What are the putative functions of these cortical fluctuations that cells could modulate through the regulation of myosin II? One possible role could be to dynamically generate a rough plasma membrane surface that would augment the effective area of the cell surface and regulate membrane tension. Pulling membrane tethers from adherent fibroblasts revealed the existence of membrane reservoirs that depend on actin filaments (35). Gauthier et al. (36) proposed that these reservoirs come from submicrometer membrane wrinkles in the plasma membrane. The fluctuations in cortex thickness here reported could provide such a reservoir. Another possible function of a wrinkled or bumped cortex could be to provide dents on the outer surface of the cell to increase its friction with the substrate. Nonadherent cells can migrate faster than adherent cells, but the way forces are transmitted to the substrate in this migration mode is still mysterious. Having a dynamically rough surface could help dendritic cells generate propulsion forces in low adhesion environments. Last, the myosin-produced instabilities we evidenced give rise to fluctuations in thickness close to its median value. When these instabilities become too strong, the cortex could rupture, which could either induce local detachment of the plasma membrane called blebs or even lead to large-scale cell polarization (19, 34, 37). This local membrane detachment from the cortex has been proposed to be responsible for initiating cell protrusions, including lamellipodia (38). It is thus tempting to speculate that the cortex fluctuations we observed with the magnetic pincher could serve to facilitate nucleation of cellular protrusions and more generally contribute to the fast cell shape changes observed in fast-migrating amoeboid cells such as dendritic cells.

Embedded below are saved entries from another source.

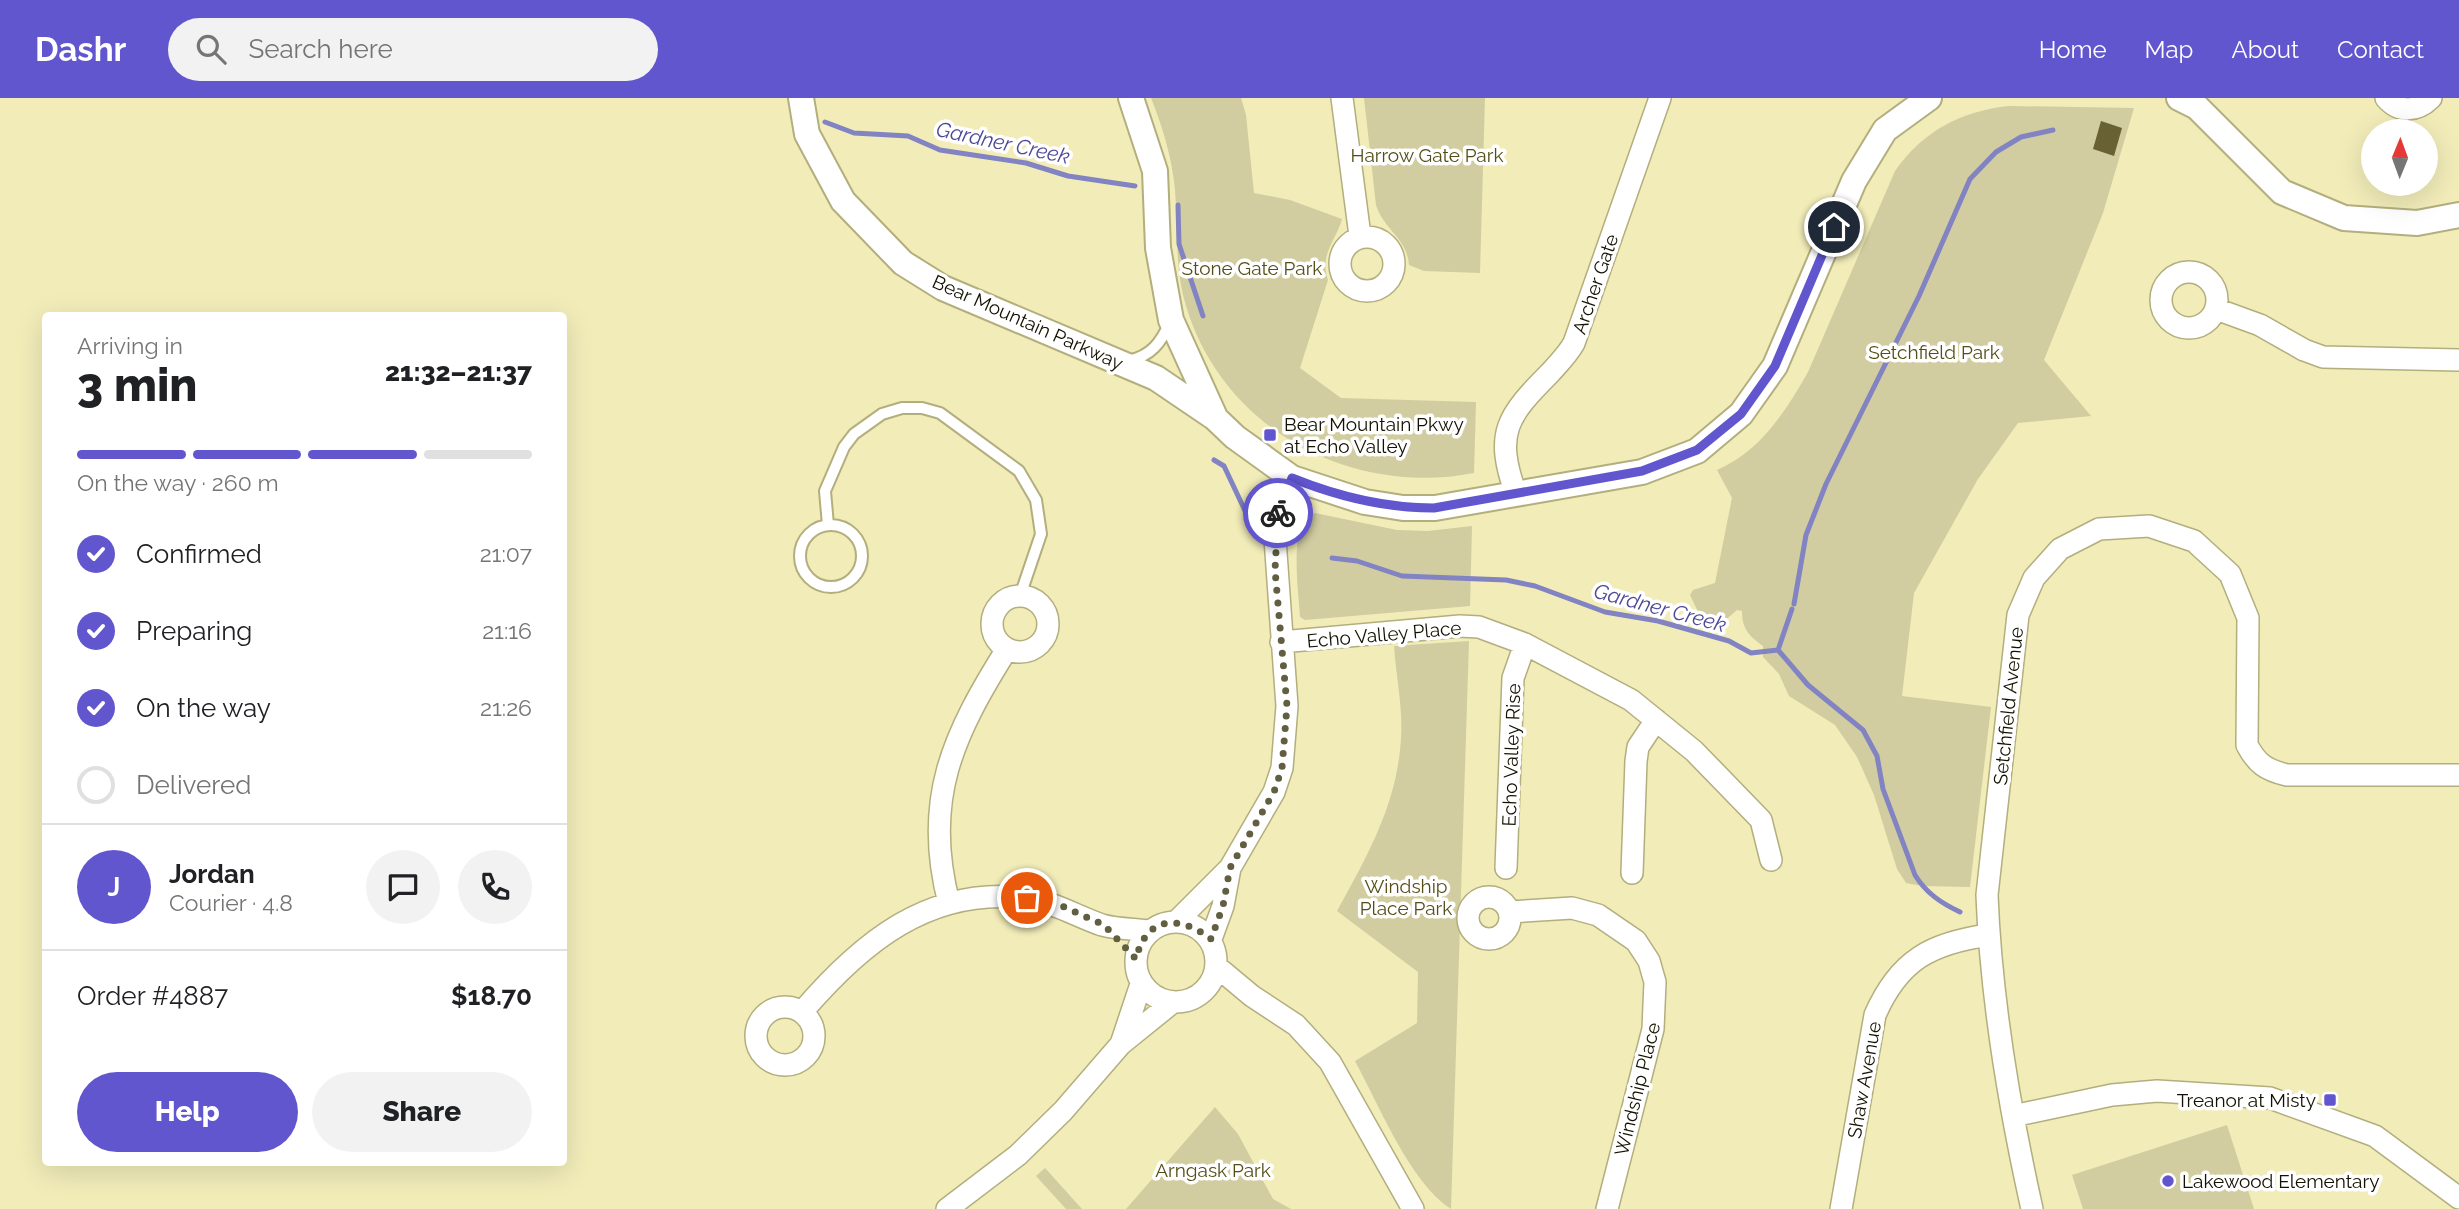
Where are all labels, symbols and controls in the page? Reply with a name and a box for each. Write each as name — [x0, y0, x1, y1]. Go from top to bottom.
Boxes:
search box — [168, 18, 658, 81]
text: Dashr — [35, 30, 126, 69]
icon: search — [192, 30, 230, 68]
text: Search here — [248, 34, 393, 64]
text: Home — [2039, 35, 2107, 64]
text: Map — [2145, 35, 2193, 64]
text: About — [2231, 35, 2299, 64]
text: Contact — [2337, 35, 2424, 64]
water label: Gardner Creek — [934, 116, 1072, 169]
north arrow — [2361, 119, 2438, 196]
map controls — [2361, 119, 2438, 196]
park label: Harrow Gate Park — [1351, 144, 1503, 166]
pin — [1804, 197, 1864, 257]
icon: home — [1815, 208, 1853, 246]
street label: Archer Gate — [1568, 231, 1622, 337]
park label: Stone Gate Park — [1182, 257, 1322, 279]
street label: Bear Mountain Parkway — [929, 270, 1127, 374]
text: Arriving in — [77, 332, 183, 359]
park label: Setchfield Park — [1868, 341, 2000, 363]
text: 21:32–21:37 — [385, 357, 532, 387]
text: 3 min — [77, 358, 197, 412]
place label: Bear Mountain Pkwy at Echo Valley — [1284, 413, 1464, 457]
marker: Bear Mountain Pkwy at Echo Valley — [1262, 427, 1278, 443]
text: On the way · 260 m — [77, 469, 279, 496]
courier — [1243, 478, 1313, 548]
icon: bike — [1259, 494, 1297, 532]
icon: check — [77, 535, 115, 573]
text: Confirmed — [136, 539, 262, 569]
text: 21:07 — [480, 540, 532, 567]
water label: Gardner Creek — [1591, 578, 1729, 637]
icon: check — [77, 612, 115, 650]
text: Preparing — [136, 616, 252, 646]
street label: Echo Valley Place — [1306, 616, 1462, 652]
text: 21:16 — [482, 617, 532, 644]
street label: Setchfield Avenue — [1989, 626, 2027, 786]
street label: Echo Valley Rise — [1498, 683, 1524, 827]
icon: check — [77, 689, 115, 727]
text: On the way — [136, 693, 271, 723]
text: 21:26 — [480, 694, 532, 721]
text: Delivered — [136, 770, 251, 800]
button: chat — [366, 850, 440, 924]
button: phone — [458, 850, 532, 924]
text: Jordan — [169, 859, 255, 889]
pin — [997, 868, 1057, 928]
text: J — [108, 872, 120, 902]
park label: Windship Place Park — [1360, 875, 1452, 919]
icon: bag — [1008, 879, 1046, 917]
text: Courier · 4.8 — [169, 889, 293, 916]
text: Order #4887 — [77, 981, 228, 1011]
text: $18.70 — [451, 981, 532, 1011]
street label: Windship Place — [1610, 1020, 1664, 1158]
street label: Shaw Avenue — [1843, 1020, 1885, 1140]
button: Help — [77, 1072, 298, 1152]
button: Share — [312, 1072, 532, 1152]
place label: Treanor at Misty — [2177, 1089, 2316, 1111]
marker: Treanor at Misty — [2322, 1092, 2338, 1108]
park label: Arngask Park — [1155, 1159, 1271, 1181]
place label: Lakewood Elementary — [2182, 1170, 2379, 1192]
marker: Lakewood Elementary — [2160, 1173, 2176, 1189]

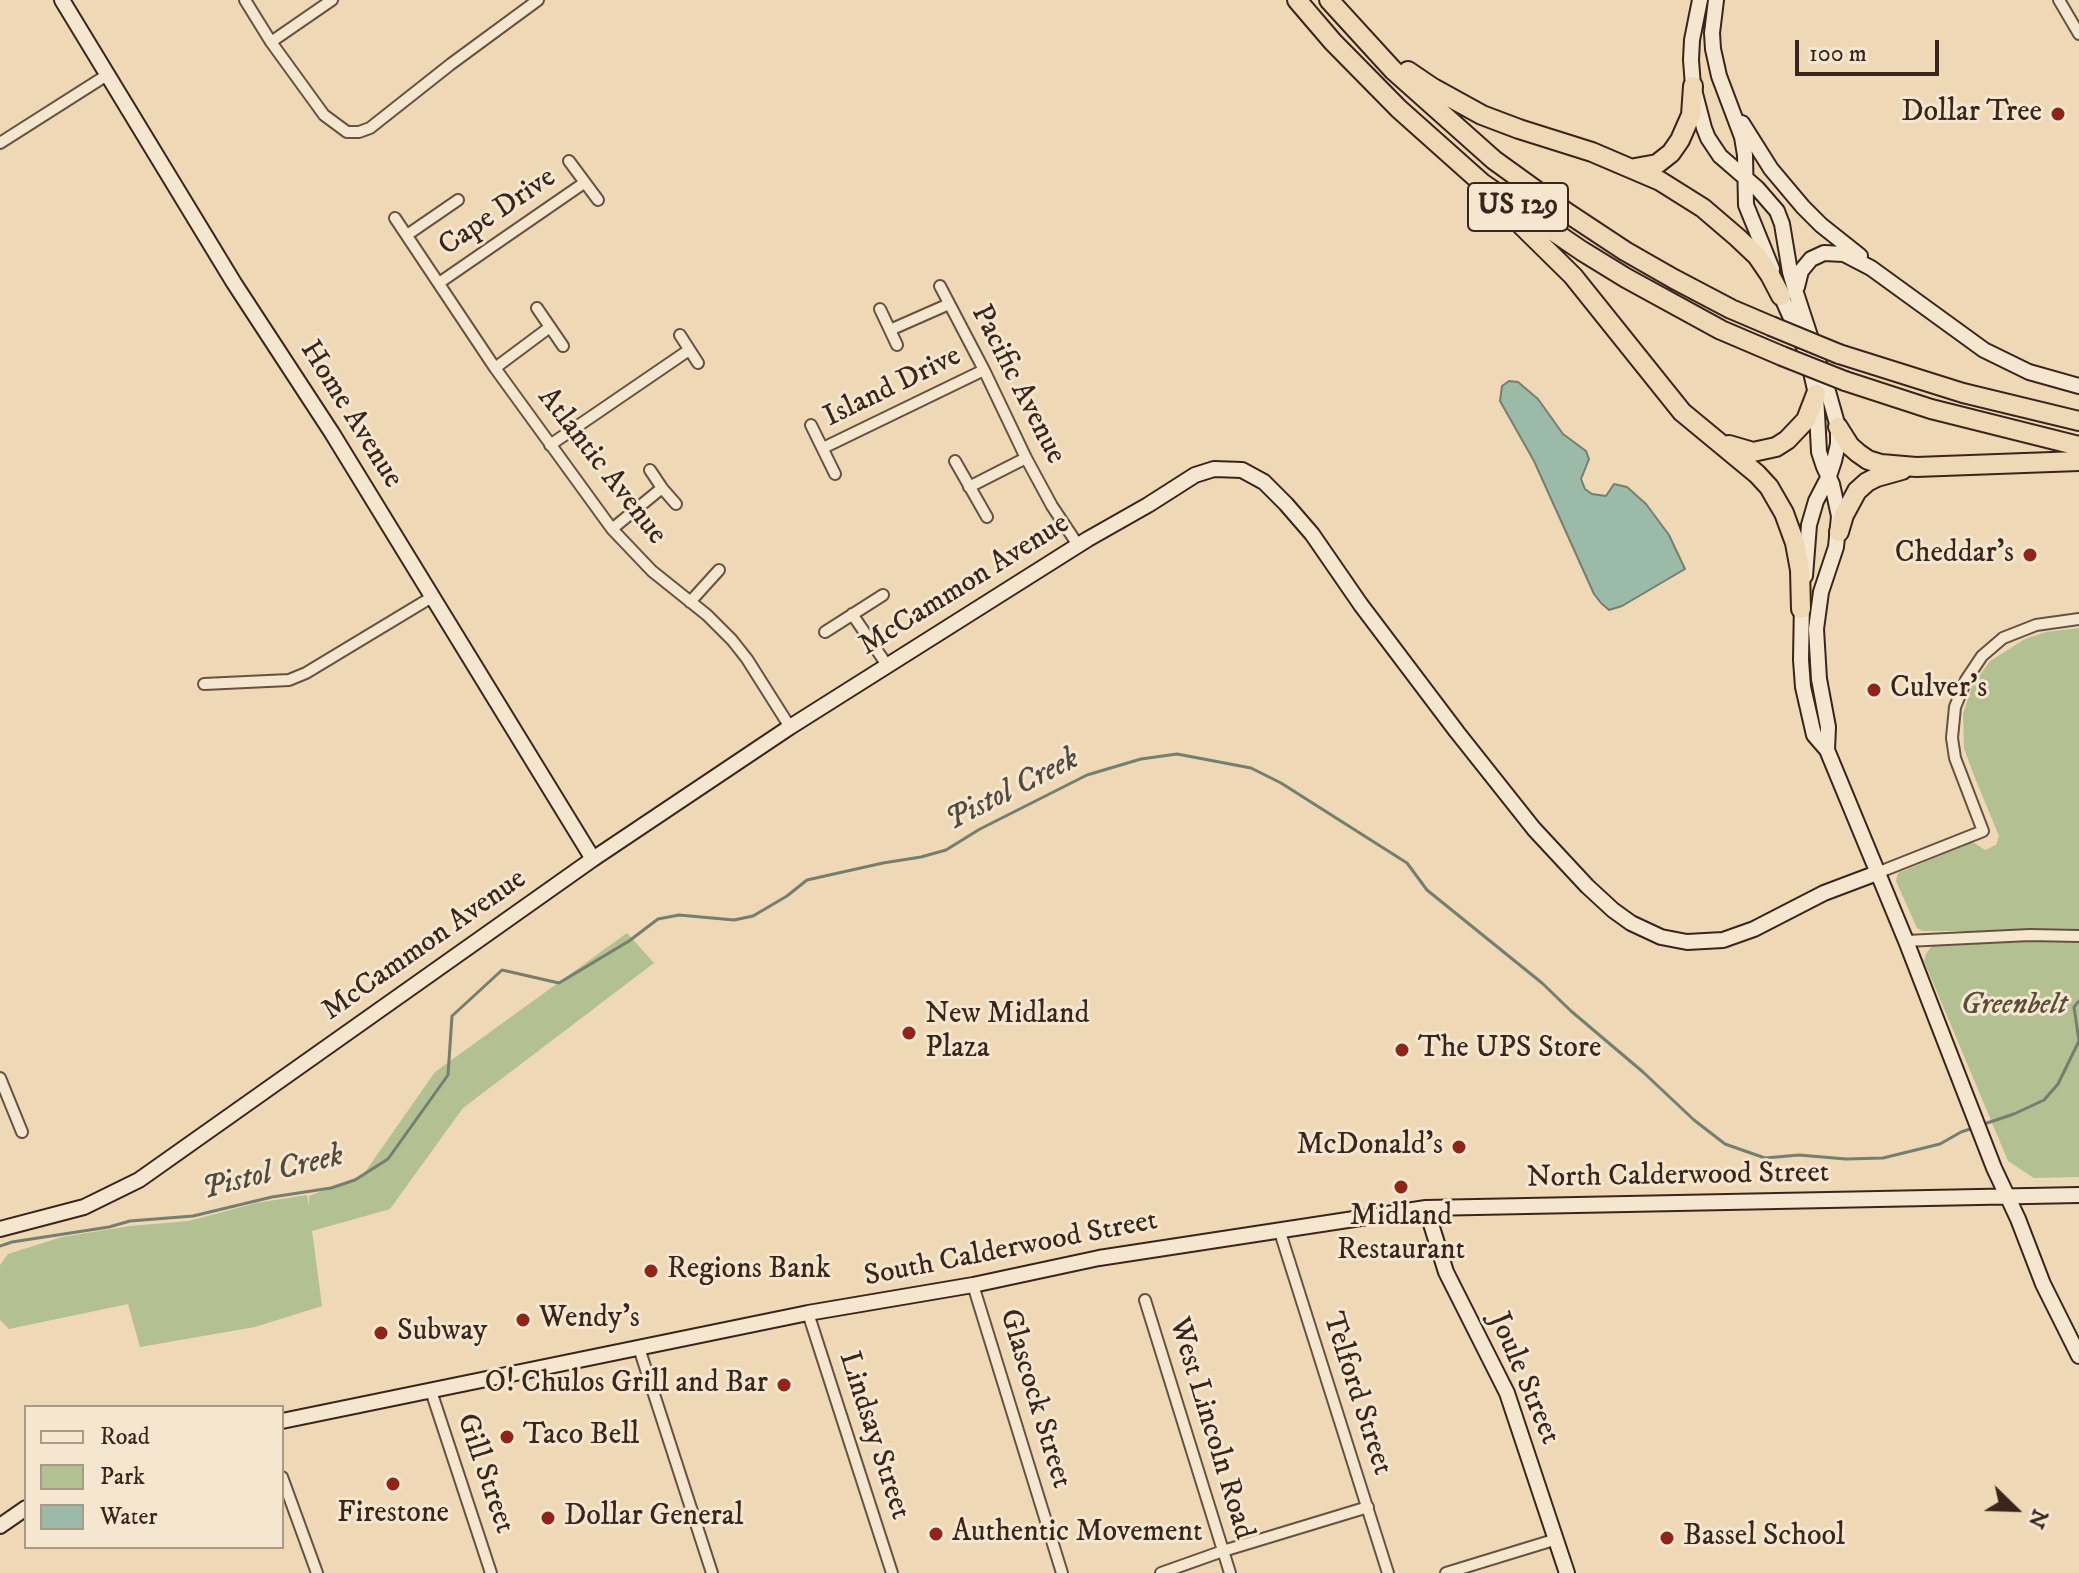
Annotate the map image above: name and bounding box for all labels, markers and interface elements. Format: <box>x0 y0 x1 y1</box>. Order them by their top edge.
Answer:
scale bar <box>1799 24 1943 74</box>
text: 100 m <box>1809 39 1867 69</box>
place label: Dollar Tree <box>1901 96 2042 132</box>
marker: Dollar Tree <box>2049 105 2067 123</box>
street label: Cape Drive <box>433 161 563 265</box>
road number: US 129 <box>1468 183 1568 231</box>
street label: Pacific Avenue <box>962 299 1072 471</box>
street label: Home Avenue <box>290 335 410 495</box>
street label: Island Drive <box>819 339 967 437</box>
street label: Atlantic Avenue <box>529 381 673 553</box>
street label: McCammon Avenue <box>853 507 1077 665</box>
place label: Cheddar's <box>1895 537 2014 573</box>
marker: Cheddar's <box>2021 546 2039 564</box>
place label: Culver's <box>1890 672 1987 708</box>
marker: Culver's <box>1865 681 1883 699</box>
water label: Pistol Creek <box>940 741 1086 841</box>
street label: McCammon Avenue <box>316 862 534 1030</box>
park label: Greenbelt <box>1961 989 2067 1025</box>
place label: New Midland Plaza <box>925 998 1089 1068</box>
marker: New Midland Plaza <box>900 1024 918 1042</box>
place label: The UPS Store <box>1418 1032 1601 1068</box>
marker: The UPS Store <box>1393 1041 1411 1059</box>
place label: McDonald's <box>1296 1129 1443 1165</box>
water label: Pistol Creek <box>198 1138 348 1210</box>
marker: McDonald's <box>1450 1138 1468 1156</box>
street label: North Calderwood Street <box>1526 1156 1830 1198</box>
marker: Midland Restaurant <box>1392 1178 1410 1196</box>
place label: Midland Restaurant <box>1337 1200 1465 1270</box>
street label: South Calderwood Street <box>861 1204 1161 1296</box>
place label: Regions Bank <box>667 1253 831 1289</box>
marker: Regions Bank <box>642 1262 660 1280</box>
place label: Wendy's <box>539 1302 640 1338</box>
street label: Glascock Street <box>990 1305 1078 1493</box>
street label: Telford Street <box>1313 1308 1399 1480</box>
street label: Joule Street <box>1479 1308 1567 1450</box>
marker: Wendy's <box>514 1311 532 1329</box>
street label: West Lincoln Road <box>1159 1314 1261 1544</box>
place label: Subway <box>397 1315 487 1351</box>
marker: Subway <box>372 1324 390 1342</box>
street label: Lindsay Street <box>829 1348 917 1524</box>
place label: O! Chulos Grill and Bar <box>485 1367 768 1403</box>
marker: O! Chulos Grill and Bar <box>775 1376 793 1394</box>
legend <box>24 1405 284 1549</box>
street label: Gill Street <box>447 1409 521 1539</box>
place label: Taco Bell <box>523 1419 639 1455</box>
text: Road <box>100 1422 150 1452</box>
marker: Taco Bell <box>498 1428 516 1446</box>
text: Park <box>100 1462 145 1492</box>
north arrow <box>1975 1469 2055 1549</box>
marker: Firestone <box>384 1475 402 1493</box>
place label: Firestone <box>337 1497 449 1533</box>
place label: Dollar General <box>564 1500 743 1536</box>
text: Water <box>100 1502 157 1532</box>
text: N <box>2022 1505 2054 1532</box>
marker: Dollar General <box>539 1509 557 1527</box>
place label: Authentic Movement <box>952 1516 1203 1552</box>
place label: Bassel School <box>1683 1520 1845 1556</box>
marker: Authentic Movement <box>927 1525 945 1543</box>
marker: Bassel School <box>1658 1529 1676 1547</box>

Increasing the magnetic force between the beads provides a measurement of the cortex mechanical properties. A complete study of these properties is beyond the scope of the present paper, but we are able to provide an estimate of 7 kPa for the elastic modulus of the cortex. No nonlinear behavior was detected even for cortices with up to 20% mean deformation (see the Supplementary Materials). This estimation of the elastic modulus of the cell cortex is similar to measurements obtained with atomic force microscopy using tips that are considered to probe the mechanics of the cortex itself (24). Although in vitro rheological studies on dilute entangled or cross-linked actin filament suspensions (39) report elastic modulus in the range of a few tens of pascals, it was shown that dense actin filament networks grown from a surface exhibit an elastic modulus of several kilopascals (20, 22, 23). The modulus reported here is thus in accordance with these measures. The filament networks in these studies regularly exhibit nonlinear behaviors such as stress stiffening that are explained by either the large extension of entropic filaments in dilute networks (39) or the limited connectivity of branched networks (20). The absence of nonlinear behavior in the present work suggests that the filament network in the cortex is too dense and well connected to display these characteristics. The moderate hysteresis observed during compression and release is the signature of some viscoelastic behavior that can be due to cross-linkers and motors binding and unbinding to the actin filaments. Overall, the precise determination of both cortex thickness and material properties is a promising avenue to elucidate the quantitative contribution of the cortex mechanics to the global deformation of the cell in response to external mechanical stresses.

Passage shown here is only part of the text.